While producers failed to specifically condemn the ableist remarks aimed at Tasha, they went on to issue a statement on Instagram stating they “do not tolerate trolling or abuse of any sort”. It was visible on their Stories for 24 hours before it disappeared.
“It was hard seeing those comments,” Tasha admits, “but then comments like that gives me that fire, gives me that spike. It gives me that motivation to make sure our community is getting the recognition [and] it gives me that energy to push it more now.
“So in a way I do thank the people that leave the negative comments, because it’s given me that fire now to keep pushing on and pushing for the community that I’m in. So that’s the way I look at it.”

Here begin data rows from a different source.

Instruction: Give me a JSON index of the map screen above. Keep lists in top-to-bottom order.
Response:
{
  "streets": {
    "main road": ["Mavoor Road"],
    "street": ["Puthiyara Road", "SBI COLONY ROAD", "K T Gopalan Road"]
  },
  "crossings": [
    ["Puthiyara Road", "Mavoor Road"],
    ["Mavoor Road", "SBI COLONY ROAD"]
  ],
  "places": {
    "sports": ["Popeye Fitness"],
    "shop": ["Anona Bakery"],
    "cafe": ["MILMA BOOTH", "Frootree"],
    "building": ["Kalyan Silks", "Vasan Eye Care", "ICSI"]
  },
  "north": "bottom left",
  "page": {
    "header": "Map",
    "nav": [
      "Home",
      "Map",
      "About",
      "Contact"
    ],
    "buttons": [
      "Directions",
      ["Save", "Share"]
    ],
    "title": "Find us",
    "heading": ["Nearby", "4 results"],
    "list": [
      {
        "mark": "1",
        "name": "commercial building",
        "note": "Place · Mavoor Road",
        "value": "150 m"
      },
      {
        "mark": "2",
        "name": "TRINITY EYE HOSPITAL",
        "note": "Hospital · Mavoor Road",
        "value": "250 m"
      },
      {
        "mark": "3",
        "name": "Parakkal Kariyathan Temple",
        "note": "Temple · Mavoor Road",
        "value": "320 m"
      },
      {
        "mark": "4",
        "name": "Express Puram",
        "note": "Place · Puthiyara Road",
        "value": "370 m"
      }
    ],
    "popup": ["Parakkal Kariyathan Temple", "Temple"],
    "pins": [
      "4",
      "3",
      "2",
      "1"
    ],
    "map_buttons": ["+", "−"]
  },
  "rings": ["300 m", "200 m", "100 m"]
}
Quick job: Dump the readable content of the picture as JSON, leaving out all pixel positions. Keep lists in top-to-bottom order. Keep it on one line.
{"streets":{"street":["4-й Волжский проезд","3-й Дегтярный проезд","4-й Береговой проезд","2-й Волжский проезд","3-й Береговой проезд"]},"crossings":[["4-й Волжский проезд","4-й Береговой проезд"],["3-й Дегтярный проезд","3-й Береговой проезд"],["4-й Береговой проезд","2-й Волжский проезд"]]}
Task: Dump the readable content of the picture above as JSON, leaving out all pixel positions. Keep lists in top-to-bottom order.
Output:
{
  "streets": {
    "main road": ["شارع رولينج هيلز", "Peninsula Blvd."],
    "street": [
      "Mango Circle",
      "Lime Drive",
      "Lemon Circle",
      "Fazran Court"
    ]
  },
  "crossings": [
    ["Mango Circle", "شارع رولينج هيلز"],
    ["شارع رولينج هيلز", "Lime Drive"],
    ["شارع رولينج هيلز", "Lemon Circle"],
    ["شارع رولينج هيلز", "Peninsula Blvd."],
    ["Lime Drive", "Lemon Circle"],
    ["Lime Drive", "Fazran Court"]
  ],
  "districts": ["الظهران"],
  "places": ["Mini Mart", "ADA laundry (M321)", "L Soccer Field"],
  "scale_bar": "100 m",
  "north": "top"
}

“In a way I do thank the people that leave the negative comments, because it’s given me that fire now to keep pushing on.”
And what does that community look like? “The community that want to represent is everyone that is deaf, hearing impaired, wears a cochlear implant, wears a hearing aid, pretty much anyone,” she explains. “Going into the villa, I was putting myself in a very vulnerable position because I had no idea how people were going to react to having the first ‘deaf Islander’. I don’t like to be known as ‘deaf Islander’, because I am Tasha Ghouri.”
She continues: “Growing up, I went to public school and I grew up around a lot of hearing people. That’s why a lot of people don’t really fully understand what cochlear implant is or how it really works, or BSL [British Sign Language], how important it is and things like that.”
Reading other articles from Tasha, and comments from her father while on Love Island, there’s a sense the Yorkshire influencer has taken time to accept her deaf identity, something which she affectionately calls her ‘superpower’.
“I think deafness in my eyes, I don’t see it as a disability,” she explains, revealing in a later question that the term ‘disability’ makes her feel segregated. “This is my personal preference. That’s why I call it a superpower, it gives me that positive empowerment.
“I think deafness gets overlooked quite a lot in in this world,” she explains. “It’s always overlooked in terms of like, ‘oh, it’s not a proper disability’, or things like that, but it actually is, because we go through struggles every day and it’s not easy for us.
“A lot of people think cochlear implants are an instant fix, but it’s like you don’t know the hard work and the graft behind it to get to where I am now – especially with my speech or what I hear.”
The acceptance of her ‘superpower’, I’m told, came during a dance workshop ran by her friend and choreographer, Josh, when she encountered issues with her cochlear implant.
Tasha sets the scene. “There’s hundreds of people there watching and there’s a group of five. Basically, in a dance class, you get to dance the choreography and get put into groups and at the end, we get filmed. I was in the middle of the five girls, and halfway through the choreography, I was dancing in time with the music. I still got the choreography right.
“Before that, when my cochlear implant used to fail, I’ll walk out, I’ll get angry, get upset and frustrated,” she continues. “I’d never fully accepted it. I’d still be blaming my cochlear implant, I’d still be blaming my superpower being like, ‘I’m sick of this’.”
This, explains Tasha, was when she experienced a change in attitude. “That’s where I just started to honestly fly, where I’ve grown into a butterfly. The fact that I just carried on and there was hundreds of people watching. That’s when I went, ‘yeah, I love my superpower’.“
Yet despite her pride in her deaf identity, it seems the Love Island producers weren’t all that keen on showing it more often. When a series of controversial clips of the Islanders were shared during a ‘Mad Movies’ night, some viewers wondered why they weren’t captioned for Tasha’s benefit – sources close to the show refused to tell The Limping Chicken whether they discussed it with the Islander.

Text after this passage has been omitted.